First, convert the temperature from Celsius to Kelvin:
T = 25°C + 273.15 = 298.15 K
Next, calculate the partial pressures for each gas using the number of moles and the volume calculated in part (a).
For CO2:
n = 3.43 mol
V = 70.1 L
P = (n * R * T) / V = (3.43 mol * 0.0821 L·atm/mol·K * 298.15 K) / 70.1 L = 1.45 atm
For H2O:
n = 2.86 mol
V = 58.4 L
P = (n * R * T) / V = (2.86 mol * 0.0821 L·atm/mol·K * 298.15 K) / 58.4 L = 1.48 atm
For N2:
n = 1.72 mol
V = 35.0 L
P = (n * R * T) / V = (1.72 mol * 0.0821 L·atm/mol·K * 298.15 K) / 35.0 L = 2.06 atm
For O2:
n = 0.572 mol
V = 11.7 L
P = (n * R * T) / V = (0.572 mol * 0.0821 L·atm/mol·K * 298.15 K) / 11.7 L = 4.19 atm
Therefore, the partial pressures for CO2, H2O, N2, and O2 under these conditions are 1.45 atm, 1.48 atm, 2.06 atm, and 4.19 atm, respectively.
To calculate the partial pressures of the gases in part (b), you need to use Dalton's Law of Partial Pressures.

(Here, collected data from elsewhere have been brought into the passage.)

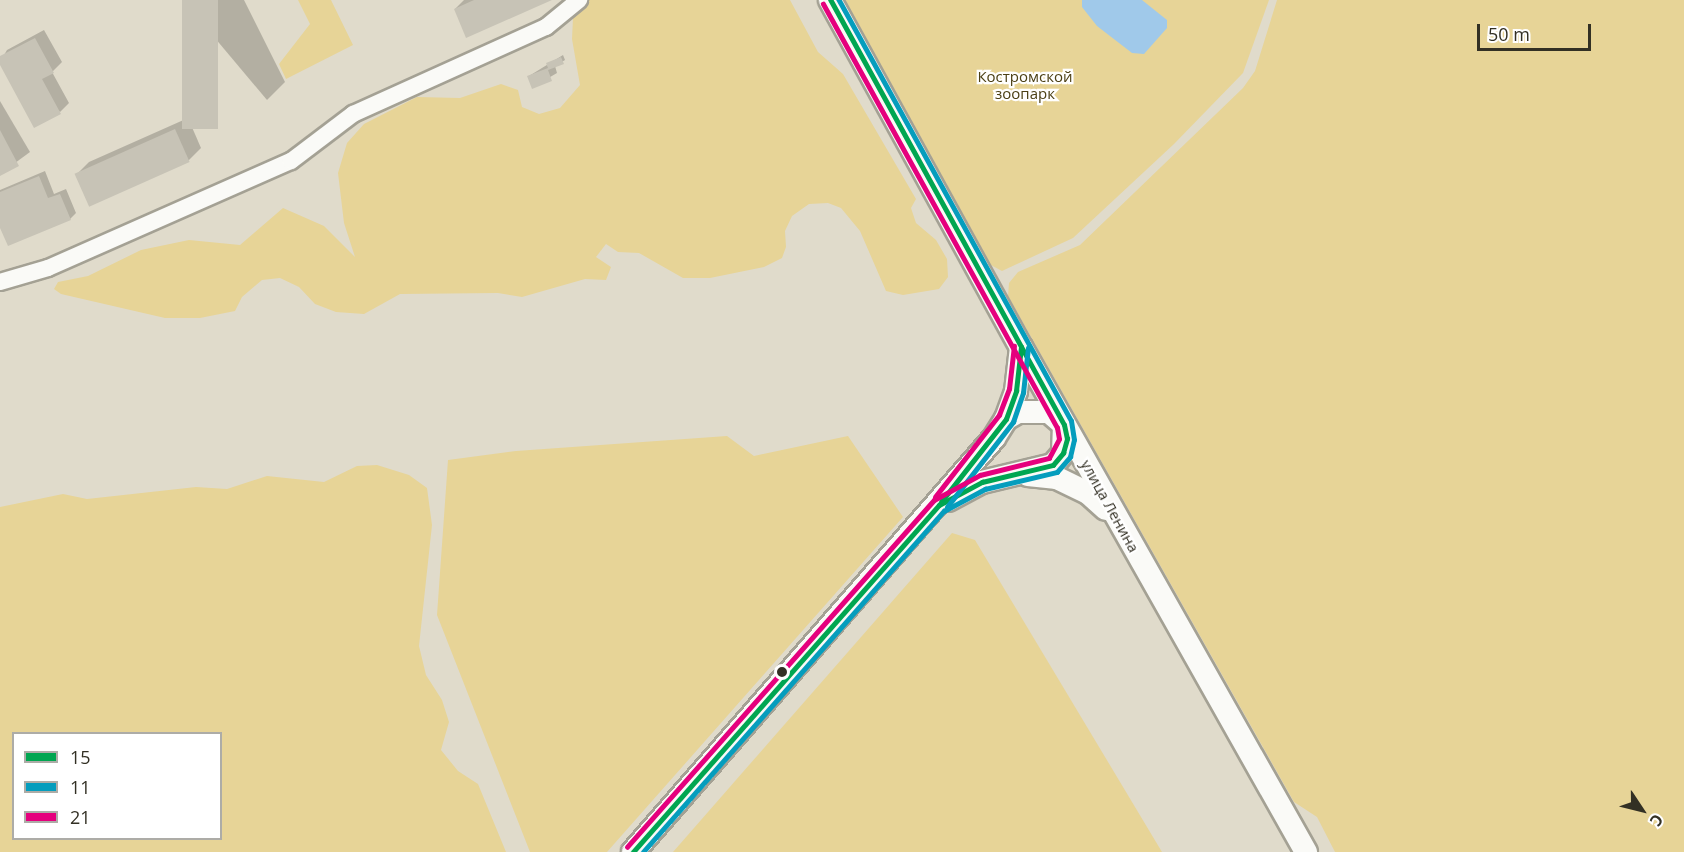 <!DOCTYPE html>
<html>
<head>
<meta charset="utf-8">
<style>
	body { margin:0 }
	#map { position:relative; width:1684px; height:852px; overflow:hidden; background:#e0dbcb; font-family:"Open Sans",sans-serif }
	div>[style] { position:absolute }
	.green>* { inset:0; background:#e7d497 }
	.water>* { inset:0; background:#a0c9ea }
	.shadow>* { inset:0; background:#0003 }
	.building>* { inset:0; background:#c7c3b6; transform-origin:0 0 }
	.roads { filter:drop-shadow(2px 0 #a4a194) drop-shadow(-2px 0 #a4a194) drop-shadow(0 2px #a4a194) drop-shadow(0 -2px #a4a194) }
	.street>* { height:16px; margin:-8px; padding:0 8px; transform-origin:8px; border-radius:8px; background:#fafaf7 }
	.secondary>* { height:22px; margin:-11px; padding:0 11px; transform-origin:11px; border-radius:11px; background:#fafaf7 }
	.bus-1>* { height:4.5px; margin:-2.25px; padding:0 2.25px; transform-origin:2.25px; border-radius:2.25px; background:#00a651 }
	.bus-2>* { height:4.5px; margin:-2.25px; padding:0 2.25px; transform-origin:2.25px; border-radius:2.25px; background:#059dbd }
	.bus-3>* { height:4.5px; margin:-2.25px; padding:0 2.25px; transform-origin:2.25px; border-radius:2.25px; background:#e5007d }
	.dots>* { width:16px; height:16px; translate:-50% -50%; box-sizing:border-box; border:3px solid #fff; border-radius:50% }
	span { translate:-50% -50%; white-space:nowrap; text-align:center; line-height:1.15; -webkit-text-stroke:4.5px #fff; paint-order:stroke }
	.park-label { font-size:15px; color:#4c4015 }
	.street-label { font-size:15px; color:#333024 }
	.legend { position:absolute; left:12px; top:732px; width:210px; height:108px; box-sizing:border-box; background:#fff; border:2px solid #adaca7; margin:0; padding:8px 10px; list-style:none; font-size:18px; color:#333024 }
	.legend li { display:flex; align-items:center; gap:12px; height:30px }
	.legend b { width:30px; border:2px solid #adaca7 }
	.north { position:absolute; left:1612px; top:780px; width:60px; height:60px; -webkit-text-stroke:4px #fff; paint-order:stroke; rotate:125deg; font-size:16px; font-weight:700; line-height:24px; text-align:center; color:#333024 }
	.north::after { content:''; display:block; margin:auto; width:21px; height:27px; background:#333024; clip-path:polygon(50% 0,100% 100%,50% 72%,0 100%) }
	.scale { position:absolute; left:1477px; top:24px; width:114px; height:27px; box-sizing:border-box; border:3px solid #333024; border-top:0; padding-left:8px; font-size:18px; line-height:21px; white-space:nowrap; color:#333024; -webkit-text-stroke:4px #fff; paint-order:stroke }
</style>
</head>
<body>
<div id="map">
	<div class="green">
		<div style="clip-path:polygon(298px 0,331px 0,353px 45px,286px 79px,279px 64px,310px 24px)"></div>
		<div style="clip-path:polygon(587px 0,790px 0,818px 52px,843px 74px,916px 199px,911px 208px,916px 223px,936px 240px,947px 259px,948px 277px,939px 289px,903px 295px,886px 291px,860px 231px,841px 208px,828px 203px,809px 204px,792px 216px,785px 231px,786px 247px,782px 258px,764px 267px,710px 278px,683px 278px,639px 253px,618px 252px,606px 244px,596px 257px,611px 267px,606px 280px,585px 279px,522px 297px,498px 293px,400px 294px,364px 314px,336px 312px,315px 304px,299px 287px,280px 278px,262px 280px,242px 297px,235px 311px,200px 318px,165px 318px,61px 294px,54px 289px,58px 282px,88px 276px,141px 250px,189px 240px,240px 245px,283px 208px,324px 226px,355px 257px,344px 223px,338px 173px,347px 143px,364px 124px,417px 97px,460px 98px,501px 84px,518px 90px,522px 107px,539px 114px,560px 108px,580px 85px,572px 39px,573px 18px)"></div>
		<div style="clip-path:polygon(842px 0,1269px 0,1243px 73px,1174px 144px,1073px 238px,1002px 271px,989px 264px)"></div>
		<div style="clip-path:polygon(1277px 0,1684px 0,1684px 852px,1335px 852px,1317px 817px,1294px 802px,1008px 296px,1009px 283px,1018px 272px,1080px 245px,1243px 88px,1255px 71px)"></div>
		<div style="clip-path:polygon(727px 436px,754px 456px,848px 436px,903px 517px,607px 852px,530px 852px,437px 615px,448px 460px,516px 451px)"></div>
		<div style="clip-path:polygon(evenodd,377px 465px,409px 475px,427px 488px,432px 525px,419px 646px,426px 675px,442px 700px,449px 722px,441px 750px,458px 771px,478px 784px,506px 852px,0 852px,0 507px,63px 494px,87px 499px,196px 487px,227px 489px,267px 476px,324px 482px,357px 466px,377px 465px,14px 734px,220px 734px,220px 838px,14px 838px,14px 734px)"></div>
		<div style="clip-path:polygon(952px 533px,975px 540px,1162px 852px,673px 852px)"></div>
	</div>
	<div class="water">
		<div style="clip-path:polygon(1082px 0,1142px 0,1167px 20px,1167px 28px,1144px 54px,1132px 53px,1097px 26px,1082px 7px)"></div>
	</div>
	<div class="shadow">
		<div style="clip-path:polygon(183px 0,244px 0,285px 82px,267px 100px)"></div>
		<div style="clip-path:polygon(464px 0,549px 0,455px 9px)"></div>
		<div style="clip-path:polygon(44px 30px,62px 62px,52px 72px,69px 103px,60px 112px,0 62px,7px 50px)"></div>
		<div style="clip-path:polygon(563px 55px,565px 60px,555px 66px,557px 73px,533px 87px,529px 76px)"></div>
		<div style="clip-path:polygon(0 101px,30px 152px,0 174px)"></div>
		<div style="clip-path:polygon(188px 118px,201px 148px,189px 160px,77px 174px,89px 162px)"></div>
		<div style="clip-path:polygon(45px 171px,54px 194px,66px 189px,76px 213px,70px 219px,0 225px,0 190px)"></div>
	</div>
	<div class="building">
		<div style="left:182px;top:0;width:36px;height:129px"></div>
		<div style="clip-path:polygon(474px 0,552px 0,466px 38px,454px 9px)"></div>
		<div style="clip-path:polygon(35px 38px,54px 73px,42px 79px,61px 114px,34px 128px,0 65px,0 56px)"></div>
		<div style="clip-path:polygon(561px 57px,564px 64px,548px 70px,552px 81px,532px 89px,527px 76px,548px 68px,546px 63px)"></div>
		<div style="left:175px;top:129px;width:36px;height:110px;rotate:66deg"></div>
		<div style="clip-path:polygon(0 130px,19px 166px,0 176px)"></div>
		<div style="clip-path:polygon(39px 176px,48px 198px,60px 194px,71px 220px,8px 246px,0 228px,0 192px)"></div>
	</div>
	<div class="roads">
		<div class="street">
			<div style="left:0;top:282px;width:50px;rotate:-16.3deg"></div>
			<div style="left:48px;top:268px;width:266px;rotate:-23.8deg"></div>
			<div style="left:291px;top:161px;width:78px;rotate:-37.2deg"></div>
			<div style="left:353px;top:114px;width:212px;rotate:-24.3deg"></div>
			<div style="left:546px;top:27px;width:43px;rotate:-39.3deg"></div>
		</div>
		<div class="secondary">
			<div style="left:830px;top:0;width:396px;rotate:61.2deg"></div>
			<div style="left:1021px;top:347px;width:580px;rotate:60.56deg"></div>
			<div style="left:1028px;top:475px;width:29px;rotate:6deg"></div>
			<div style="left:1057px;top:478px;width:34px;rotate:26deg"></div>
			<div style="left:1088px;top:493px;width:24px;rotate:42deg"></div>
			<div style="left:948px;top:500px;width:38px;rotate:-28deg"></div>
			<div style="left:982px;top:482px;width:73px;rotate:-13.5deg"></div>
			<div style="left:1053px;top:465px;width:16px;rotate:-50deg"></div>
			<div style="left:1063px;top:453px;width:28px;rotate:-88deg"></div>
			<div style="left:1064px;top:425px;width:20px;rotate:-139deg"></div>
			<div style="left:1049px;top:412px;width:31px;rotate:180deg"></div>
			<div style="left:1018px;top:412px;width:14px;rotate:150deg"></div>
			<div style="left:633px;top:852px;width:549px;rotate:-48.91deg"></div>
			<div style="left:994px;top:438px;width:22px;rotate:-58deg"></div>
			<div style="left:1006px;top:419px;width:30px;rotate:-70deg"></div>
			<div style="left:1016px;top:391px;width:44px;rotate:-83.5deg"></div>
		</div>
	</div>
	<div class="bus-1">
		<div style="left:941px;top:502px;width:105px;rotate:-51.9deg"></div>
		<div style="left:1006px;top:419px;width:30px;rotate:-70deg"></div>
		<div style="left:1016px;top:391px;width:44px;rotate:-83.5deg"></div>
		<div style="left:633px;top:852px;width:463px;rotate:-48.6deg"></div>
		<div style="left:939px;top:505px;width:49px;rotate:-28.1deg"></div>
		<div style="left:982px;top:482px;width:73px;rotate:-13.5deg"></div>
		<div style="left:1053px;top:465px;width:16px;rotate:-50deg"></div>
		<div style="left:1063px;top:453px;width:15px;rotate:-74deg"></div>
		<div style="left:1067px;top:439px;width:14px;rotate:-102deg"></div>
		<div style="left:1064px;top:425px;width:485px;rotate:-118.8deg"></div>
	</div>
	<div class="bus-2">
		<div style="left:947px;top:507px;width:108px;rotate:-52.2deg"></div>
		<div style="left:1013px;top:422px;width:31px;rotate:-71deg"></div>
		<div style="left:1023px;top:393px;width:45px;rotate:-83.7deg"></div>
		<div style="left:643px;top:852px;width:455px;rotate:-48.6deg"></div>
		<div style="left:944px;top:511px;width:47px;rotate:-28.2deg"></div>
		<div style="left:985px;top:489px;width:74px;rotate:-13.3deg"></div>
		<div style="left:1057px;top:472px;width:20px;rotate:-49deg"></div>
		<div style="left:1070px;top:457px;width:17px;rotate:-77deg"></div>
		<div style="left:1074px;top:440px;width:19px;rotate:-99deg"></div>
		<div style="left:1071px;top:421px;width:481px;rotate:-118.9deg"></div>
	</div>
	<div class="bus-3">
		<div style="left:935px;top:497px;width:104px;rotate:-52deg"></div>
		<div style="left:999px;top:415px;width:28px;rotate:-69deg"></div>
		<div style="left:1009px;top:389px;width:43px;rotate:-83.4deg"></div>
		<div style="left:627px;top:847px;width:463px;rotate:-48.5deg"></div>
		<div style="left:934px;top:500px;width:52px;rotate:-28.5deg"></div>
		<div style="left:980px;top:475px;width:71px;rotate:-13.8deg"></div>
		<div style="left:1049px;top:458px;width:21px;rotate:-62deg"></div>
		<div style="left:1059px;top:439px;width:11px;rotate:-100deg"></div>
		<div style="left:1057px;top:428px;width:484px;rotate:-118.9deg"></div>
	</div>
	<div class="dots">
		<div style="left:782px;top:672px;background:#333024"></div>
	</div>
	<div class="park-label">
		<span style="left:1025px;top:85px">Костромской<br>зоопарк</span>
	</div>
	<div class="street-label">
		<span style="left:1110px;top:506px;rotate:61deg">улица Ленина</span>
	</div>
	<ul class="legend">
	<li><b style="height:8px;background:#00a651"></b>15</li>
	<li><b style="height:8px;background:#059dbd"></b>11</li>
	<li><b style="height:8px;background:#e5007d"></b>21</li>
	</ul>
	<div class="north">С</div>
	<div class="scale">50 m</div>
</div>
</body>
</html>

According to Dalton's Law, the total pressure of a mixture of gases is equal to the sum of the partial pressures of the individual gases.
In this case, you have calculated the total volume of the gases (175 L) in part (a). Now, you need to find the mole fractions of each gas to determine their partial pressures.
To find the mole fraction of a gas, you divide the moles of that gas by the total moles of all the gases.
Mole fraction (X) = Moles of gas / Total moles of all gases
The total moles of all gases can be calculated by adding up the moles of CO2, H2O, N2, and O2. In this case, the total moles of all gases is 3.43 mol + 2.86 mol + 1.72 mol + 0.572 mol = 8.584 mol.
Now, let's calculate the mole fractions of each gas:
Mole fraction of CO2 = 3.43 mol / 8.584 mol = 0.399
Mole fraction of H2O = 2.86 mol / 8.584 mol = 0.333
Mole fraction of N2 = 1.72 mol / 8.584 mol = 0.200
Mole fraction of O2 = 0.572 mol / 8.584 mol = 0.067
The partial pressure of each gas can be found by multiplying the mole fraction by the total pressure. In this case, the total pressure is given as 1.2 atm.
Partial pressure of CO2 = 0.399 * 1.2 atm = 0.479 atm
Partial pressure of H2O = 0.333 * 1.2 atm = 0.400 atm
Partial pressure of N2 = 0.200 * 1.2 atm = 0.240 atm
Partial pressure of O2 = 0.067 * 1.2 atm = 0.080 atm
Therefore, the partial pressures of CO2, H2O, N2, and O2 are 0.479 atm, 0.400 atm, 0.240 atm, and 0.080 atm, respectively.